BEGIN Source material

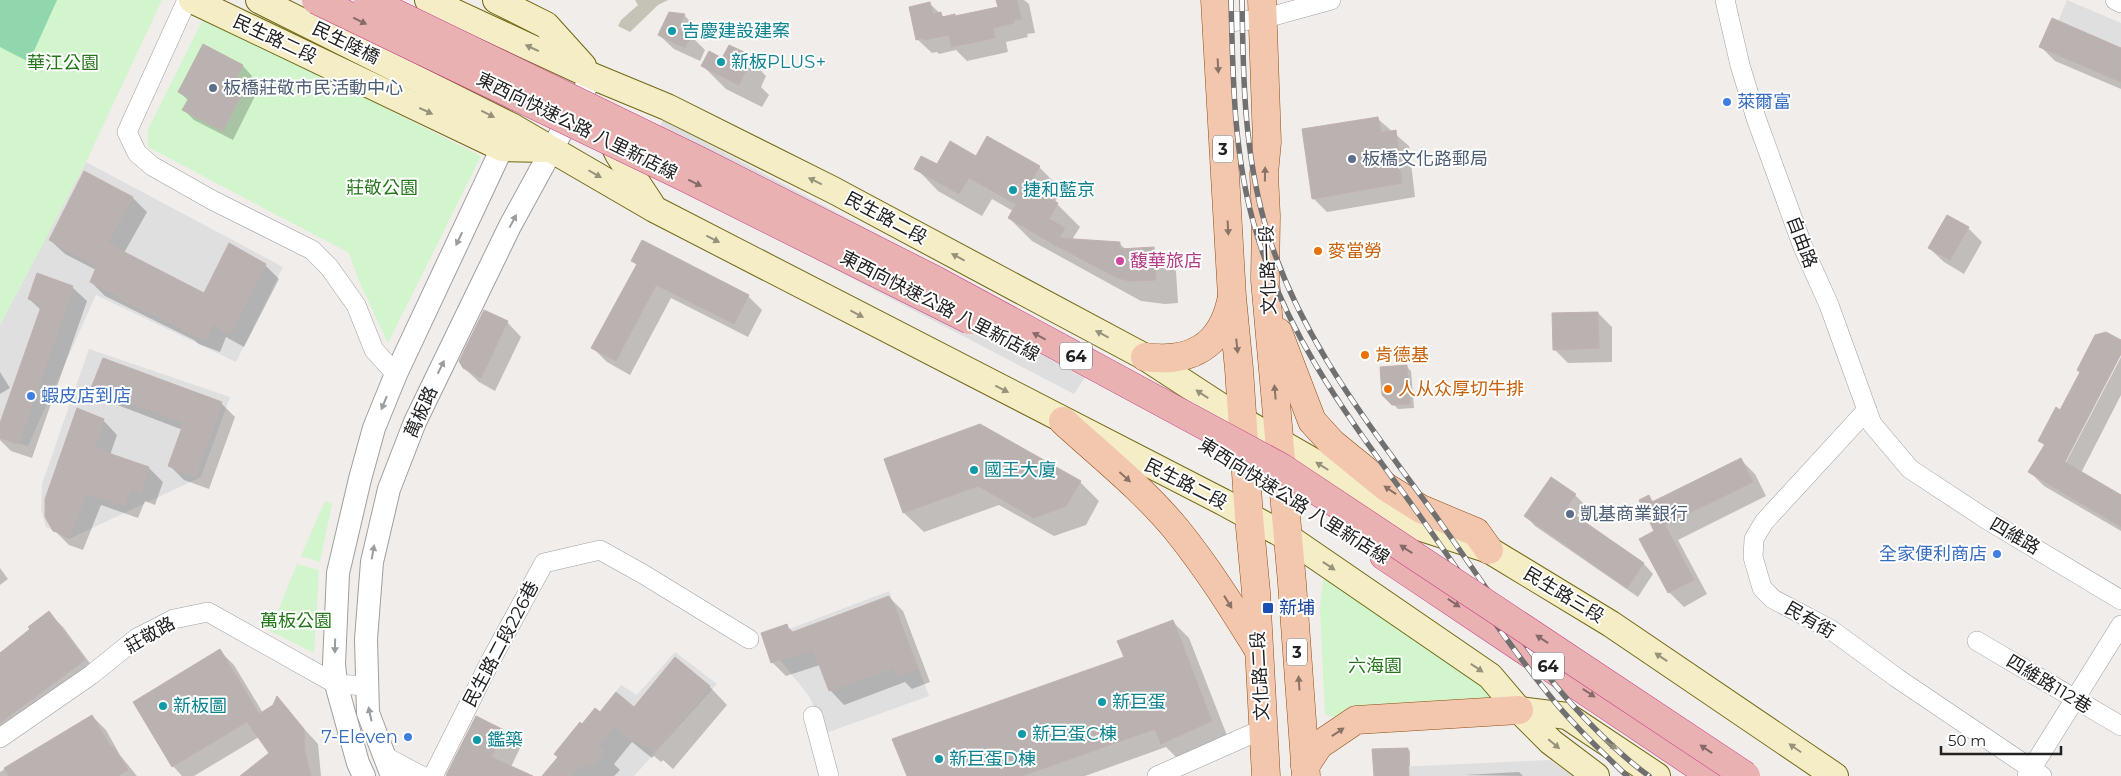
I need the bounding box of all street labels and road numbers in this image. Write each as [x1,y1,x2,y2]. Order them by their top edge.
street label: 民生路二段 [230,10,320,68]
street label: 民生陸橋 [309,17,383,69]
street label: 東西向快速公路 八里新店線 [473,68,681,184]
road number: 3 [1213,136,1233,162]
street label: 民生路二段 [841,187,931,249]
street label: 自由路 [1782,213,1822,271]
street label: 文化路一段 [1255,225,1281,315]
street label: 東西向快速公路 八里新店線 [837,246,1043,366]
road number: 64 [1060,342,1092,370]
street label: 萬板路 [400,383,442,441]
street label: 東西向快速公路 八里新店線 [1195,433,1393,569]
street label: 民生路二段 [1141,454,1231,514]
street label: 四維路 [1986,513,2044,559]
street label: 民生路三段 [1520,562,1608,628]
street label: 民生路二段226巷 [459,577,543,711]
street label: 民有街 [1781,597,1839,643]
street label: 莊敬路 [121,612,179,658]
street label: 文化路二段 [1247,630,1273,722]
road number: 3 [1287,638,1307,666]
street label: 四維路112巷 [2003,650,2095,718]
road number: 64 [1532,652,1564,679]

END Source material

◆ Assignment ◆
Your copy of the entries should be exact and free of pictures.

◆ Answer space ◆
I need the bounding box of all street labels and road numbers in this image. Write each as [x1,y1,x2,y2]. Order them by their top edge.
street label: 民生路二段 [230,10,320,68]
street label: 民生陸橋 [309,17,383,69]
street label: 東西向快速公路 八里新店線 [473,68,681,184]
road number: 3 [1213,136,1233,162]
street label: 民生路二段 [841,187,931,249]
street label: 自由路 [1782,213,1822,271]
street label: 文化路一段 [1255,225,1281,315]
street label: 東西向快速公路 八里新店線 [837,246,1043,366]
road number: 64 [1060,342,1092,370]
street label: 萬板路 [400,383,442,441]
street label: 東西向快速公路 八里新店線 [1195,433,1393,569]
street label: 民生路二段 [1141,454,1231,514]
street label: 四維路 [1986,513,2044,559]
street label: 民生路三段 [1520,562,1608,628]
street label: 民生路二段226巷 [459,577,543,711]
street label: 民有街 [1781,597,1839,643]
street label: 莊敬路 [121,612,179,658]
street label: 文化路二段 [1247,630,1273,722]
road number: 3 [1287,638,1307,666]
street label: 四維路112巷 [2003,650,2095,718]
road number: 64 [1532,652,1564,679]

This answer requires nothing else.